# [Exercise requirements]
Look through the records below, and whenever a line contains "Keep", copy it.

# [Task inputs]
== Segment start ==

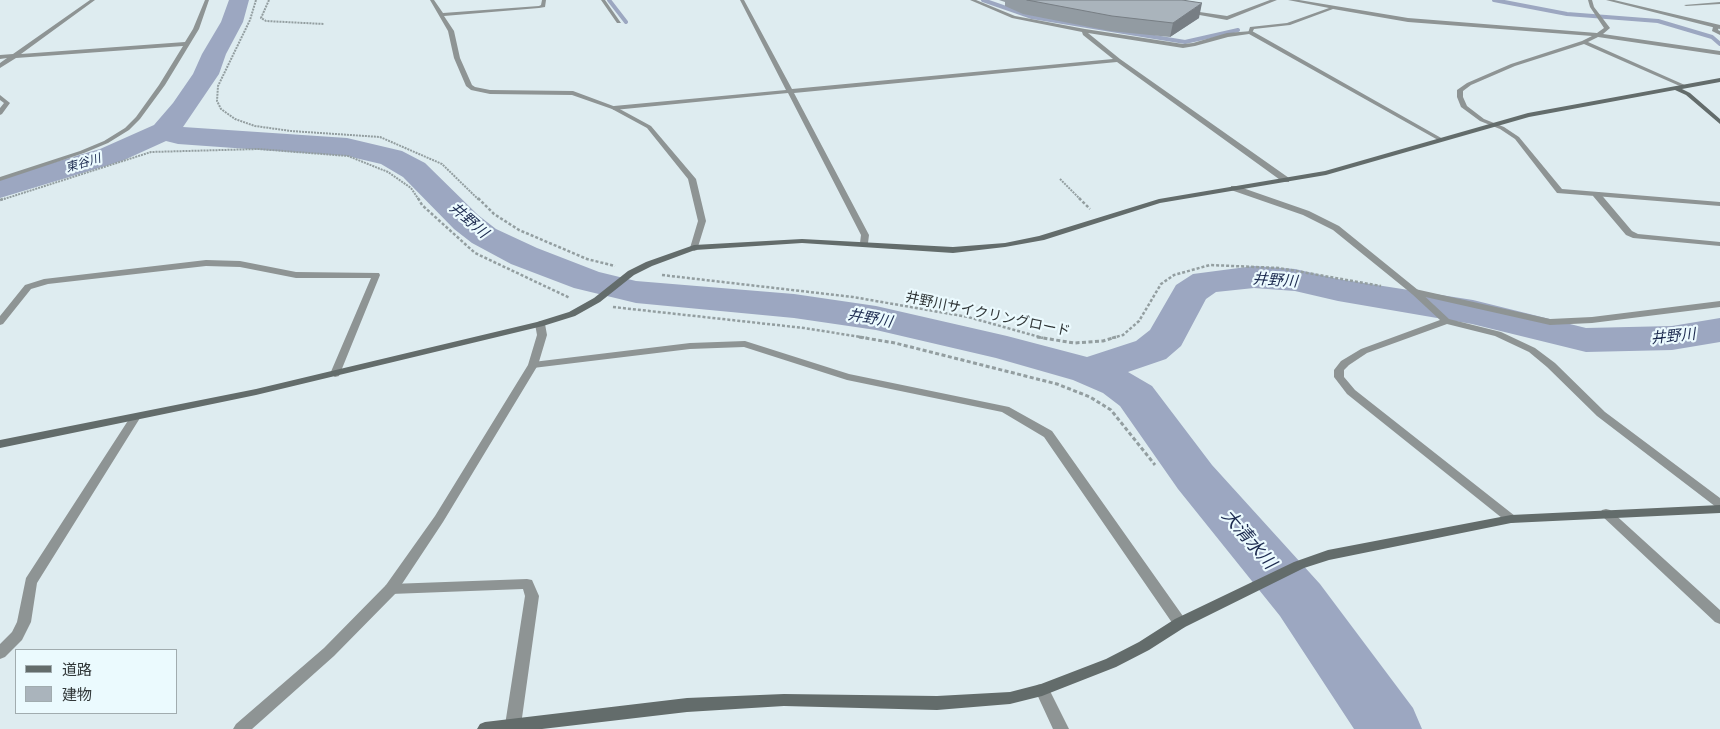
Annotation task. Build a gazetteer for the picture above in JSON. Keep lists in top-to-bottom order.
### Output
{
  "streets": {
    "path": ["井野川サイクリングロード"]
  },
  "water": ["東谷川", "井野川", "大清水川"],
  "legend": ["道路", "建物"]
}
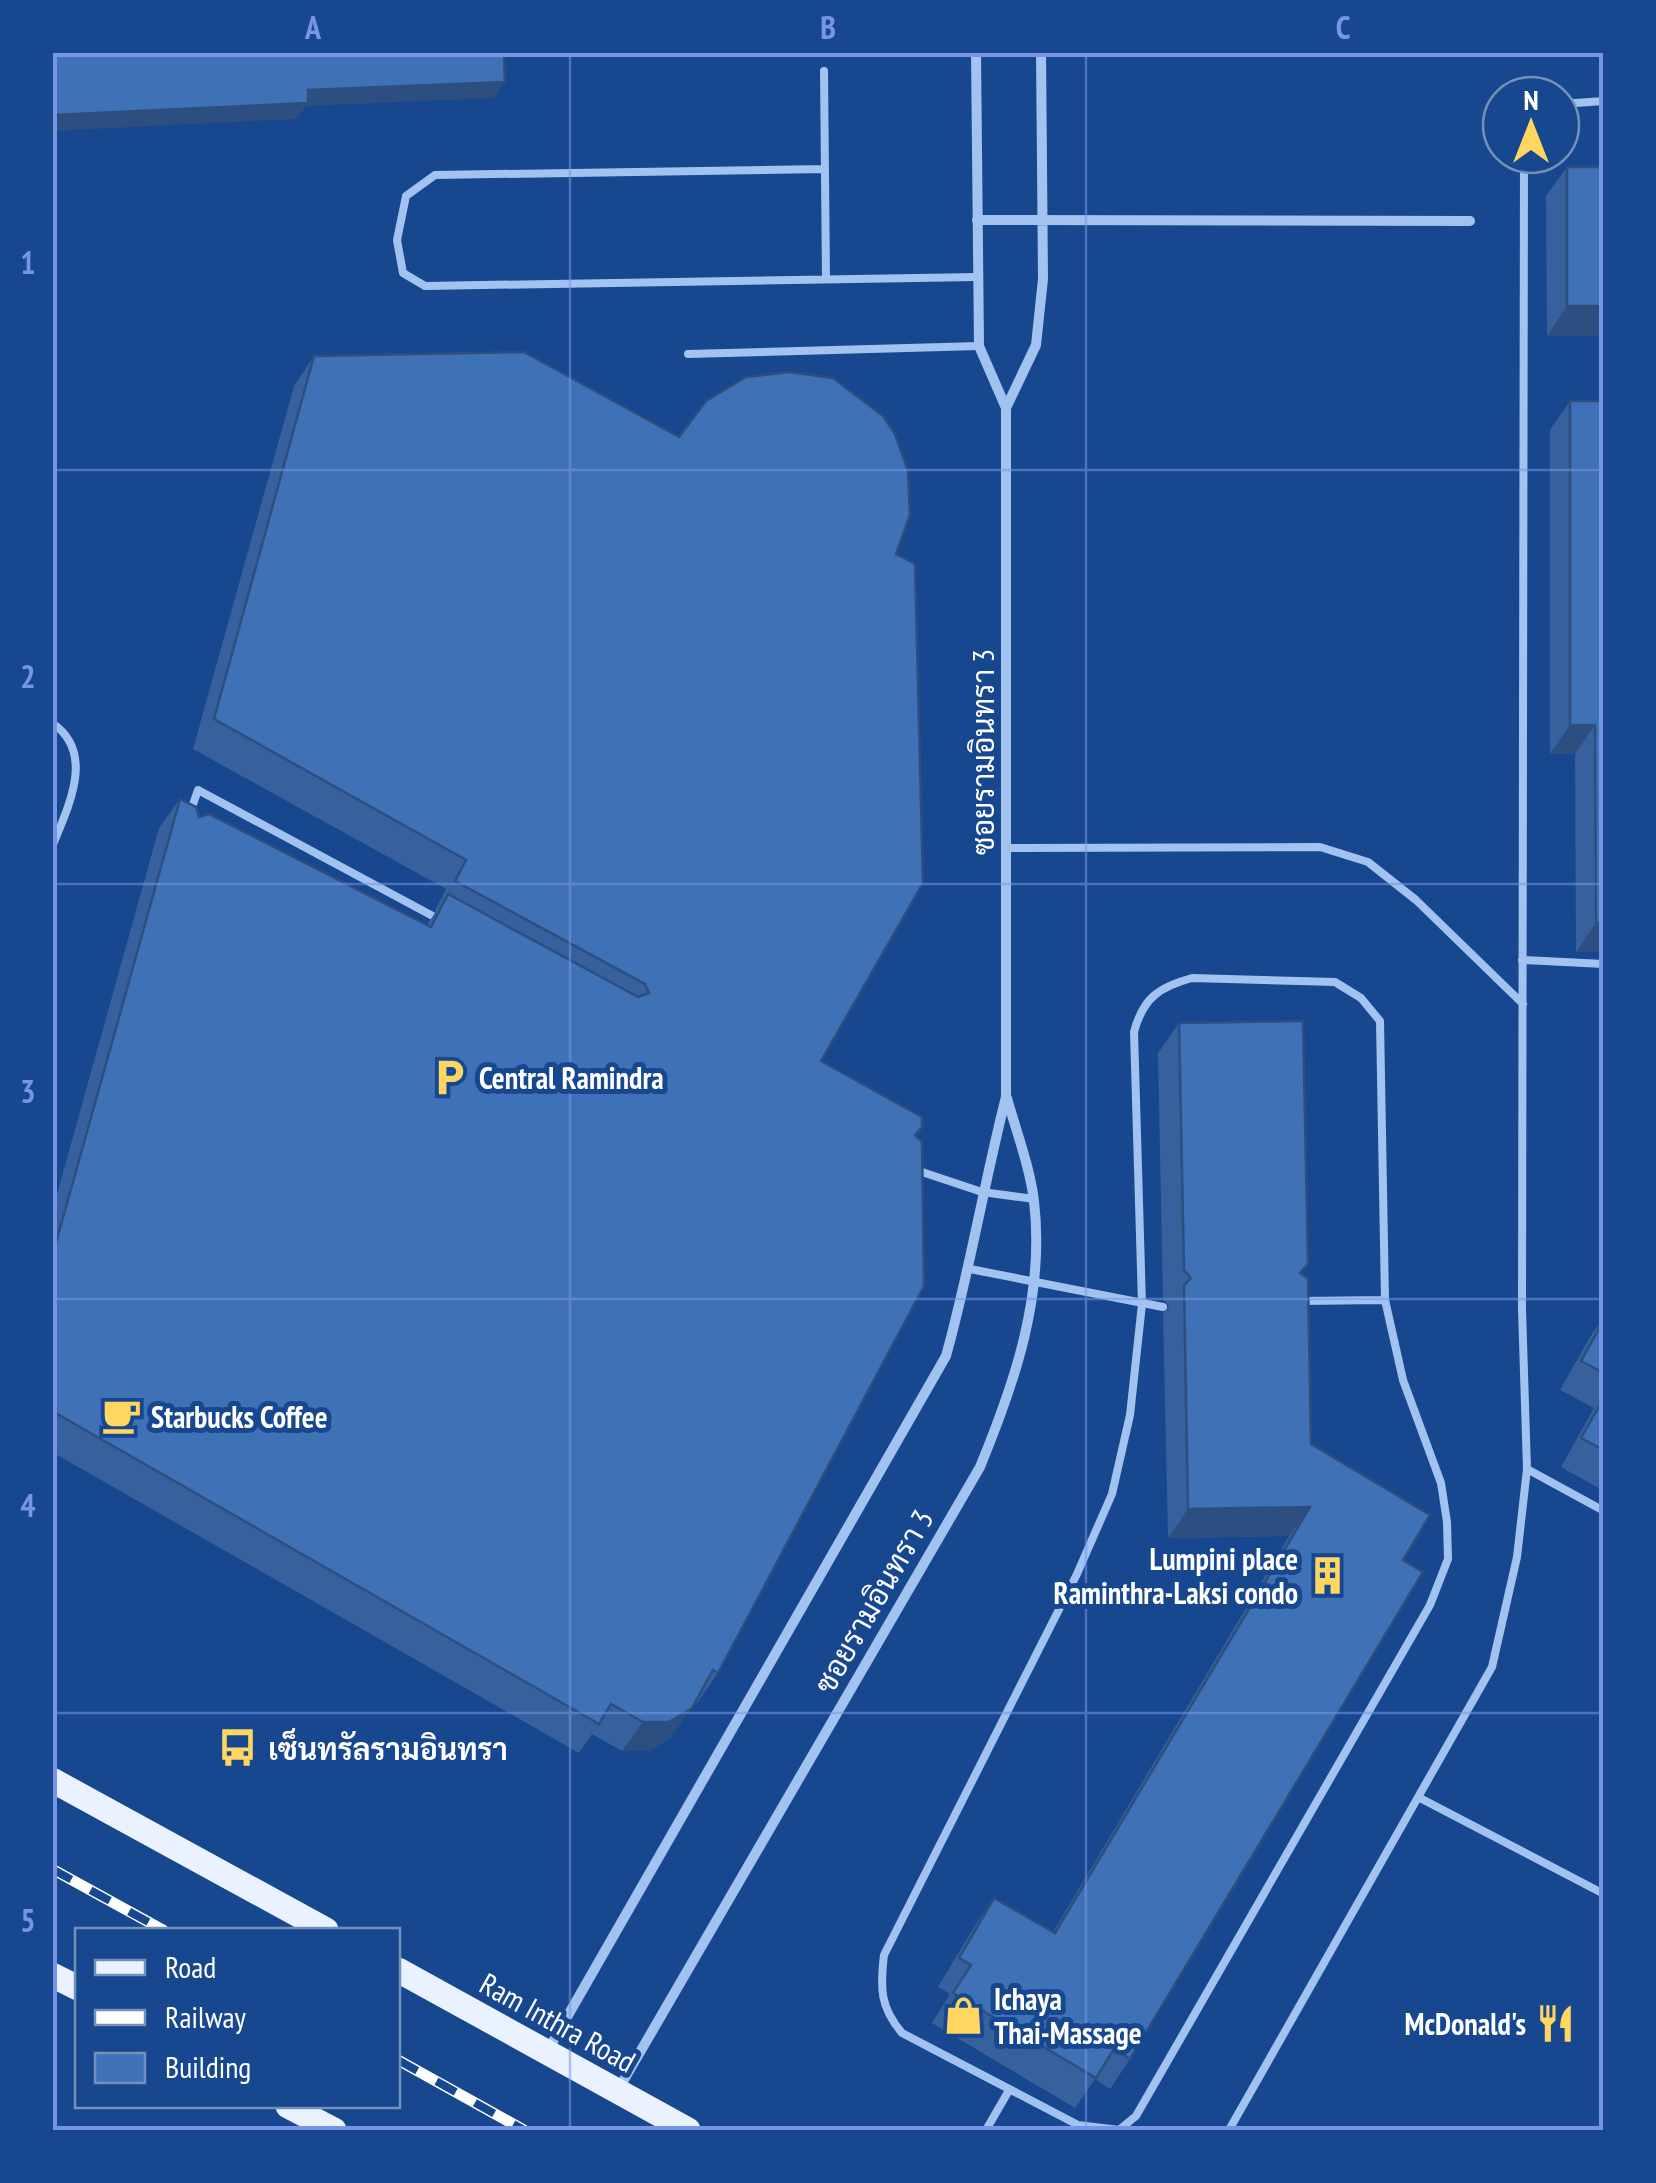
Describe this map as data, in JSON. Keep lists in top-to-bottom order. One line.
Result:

== Segment end ==
== Segment start ==

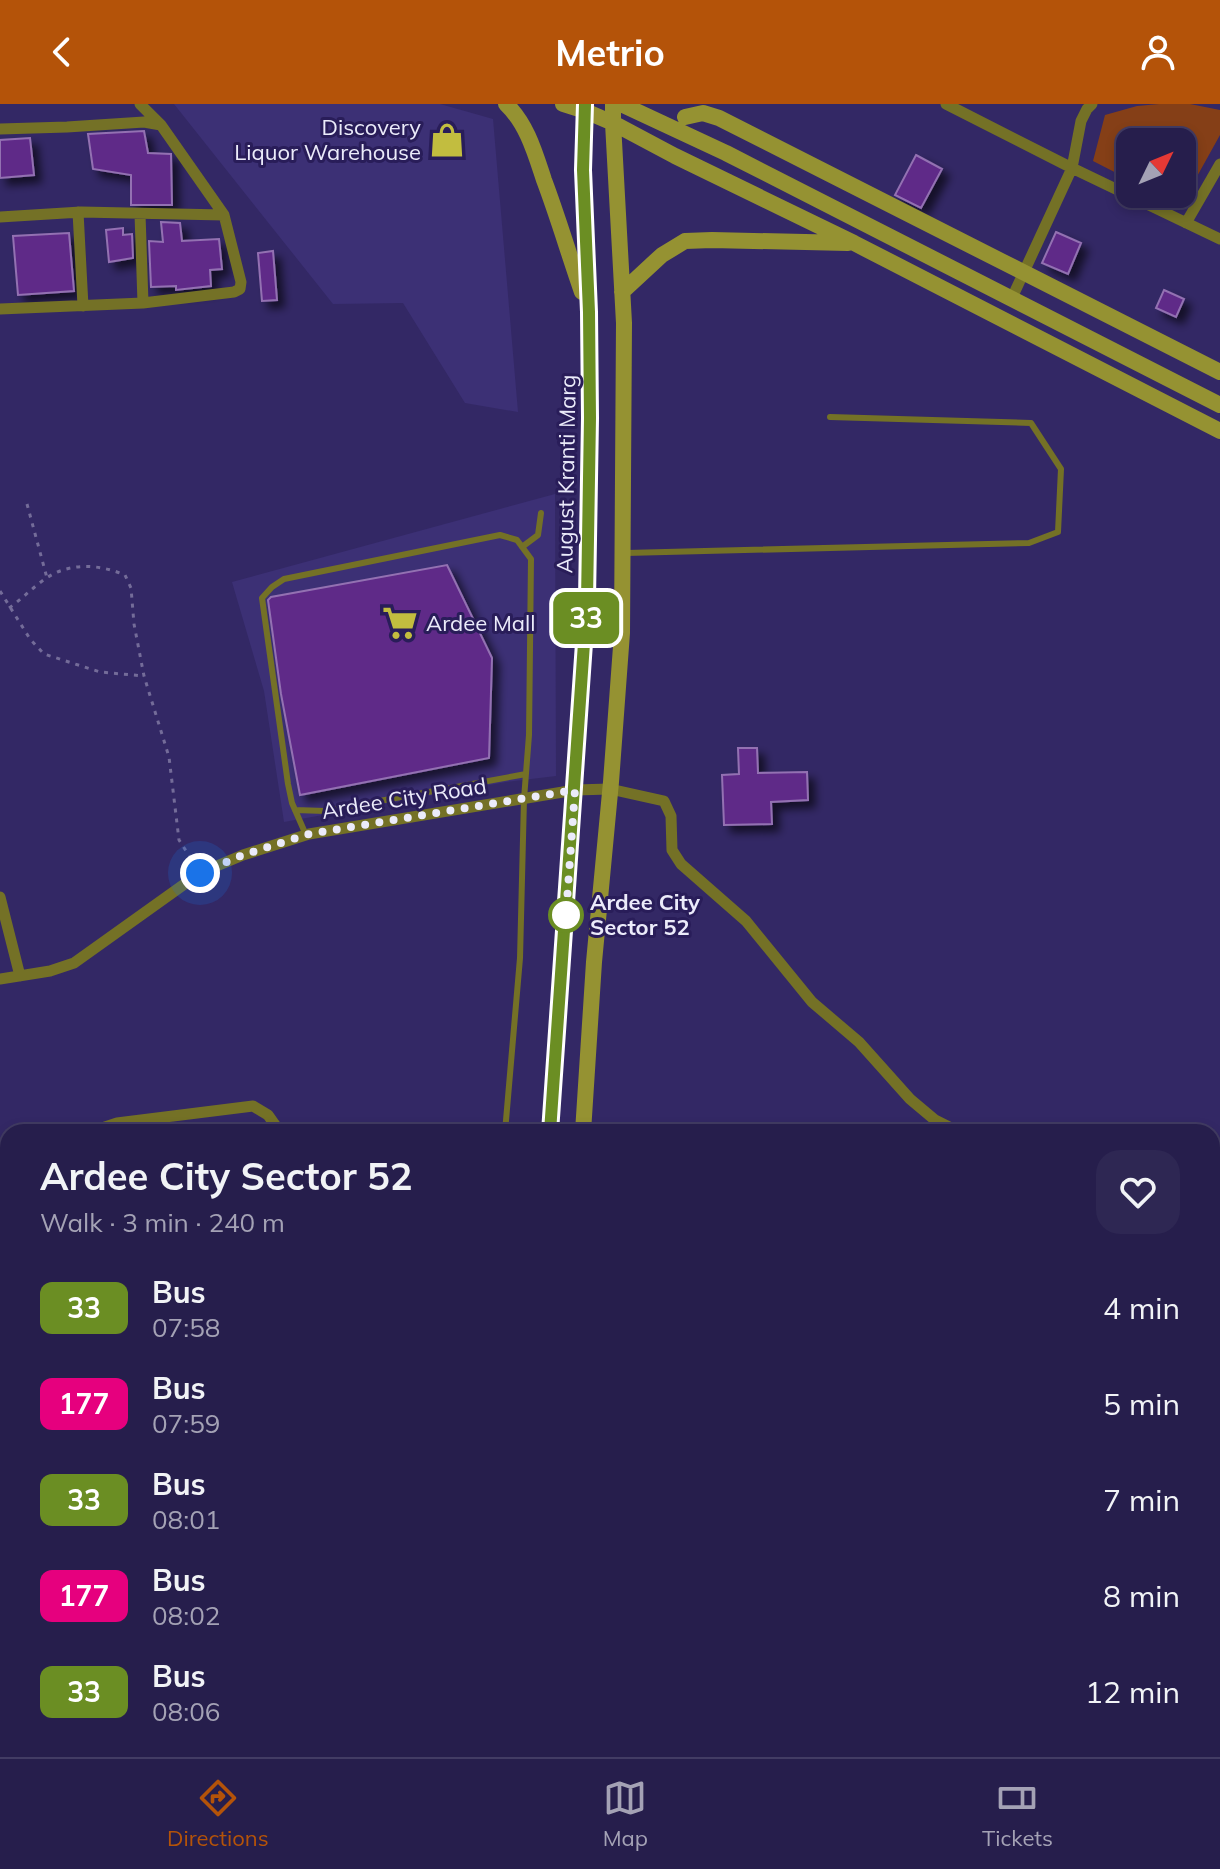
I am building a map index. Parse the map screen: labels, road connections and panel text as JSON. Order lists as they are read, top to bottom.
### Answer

== Segment end ==

# [Reply]
Annotation task. Build a gazetteer for the picture above in JSON. Keep lists in top-to-bottom order.
Describe this map as data, in JSON. Keep lists in top-to-bottom order. One line.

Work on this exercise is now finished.